Posted on May 18, 2017 by mydiabeticheart

Well, it’s the last day of Diabetes Blog Week and today we’re not talking about diabetes. Because there’s more to life than diabetes.

Today’s Prompt: More Than Diabetes – Friday 5/19
Lets wrap up the week by sharing a little more about ourselves, beyond the chronic illness we or our loved ones live with. Share an interest, hobby, passion, something that is YOU. If you want to explore how it relates to or helps with diabetes you can. Or let it be a part of you that is completely separate from diabetes, because there is more to life than just diabetes! (This topic is a suggestion from the 2016 #DBlogWeek survey.)

When living with chronic health issues that require constant attention, it is easy to become so consumed by those thoughts that we lose sight of the fact that there’s more to life than just those health issues. Sure, they are always with us, but they should not be the center of attention all the time.

I much prefer to devote my time and attention to the people and things in my life that are the most important to me. Like April and the time we get to spend together. Nature photography and other arts.

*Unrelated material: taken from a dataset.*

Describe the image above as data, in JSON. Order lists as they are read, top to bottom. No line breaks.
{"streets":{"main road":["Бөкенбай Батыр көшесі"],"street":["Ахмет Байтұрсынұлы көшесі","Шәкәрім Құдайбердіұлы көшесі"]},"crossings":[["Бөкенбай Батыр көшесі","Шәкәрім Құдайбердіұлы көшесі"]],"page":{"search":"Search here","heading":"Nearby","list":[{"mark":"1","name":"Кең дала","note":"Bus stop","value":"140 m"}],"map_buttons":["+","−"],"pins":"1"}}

For the past few years, April has been living in California while dealing with family matters, and I’m still carrying on life here in Indiana. We don’t get to see each other often, so what time we are together is all the more meaningful. My most recent trip to see her was in February, during the week of Valentine’s Day. This was our 14th Valentine’s Day and it was important to me that we be able to spend it together in some special way. So, I arranged for us to spend a few days in San Francisco.

We did a lot of the typical touristy stuff that folks do when they go to San Francisco. We spent time at Fisherman’s Wharf, the Aquarium of the Bay, and rode the trolleys and cable cars around town. We spent time checking out some of the shops and art galleries as well. All of that was planned and we enjoyed every minute of it. But the most memorable thing we did on Valentine’s Day came about by accident. And I’m so thankful that it did.

We happened upon an charter boat outfit that was offering cruises on the San Francisco Bay for an incredibly cheap price. It was the last cruise of the day. A sunset cruise that would take us out under the Golden Gate Bridge and then around Alcatraz Island before returning to port. So, we jumped at the opportunity and it was amazing. When we reached the bridge, a crew member offered to take our photo for us. I snapped a shot of us together as well. And they are probably my favorite photos from the whole trip. They capture us together and having a damn good time on a special day.

Those are precious memories that I hope will linger forever. And that I hope to relive again someday soon.

In the mean time, I’m here in Indiana. Trying to keep my head above water and finding things to occupy my time. Most of my free time these days is spent on traveling, nature photography, and painting. Spending time in nature and capturing the beauty around me is very therapeutic. It helps me disconnect from the digital world in which I live and work. It helps restore my sanity and gives me strength and peace in the hard times. Painting is much the same for me. Only messier. Here’s a small sampling of my work.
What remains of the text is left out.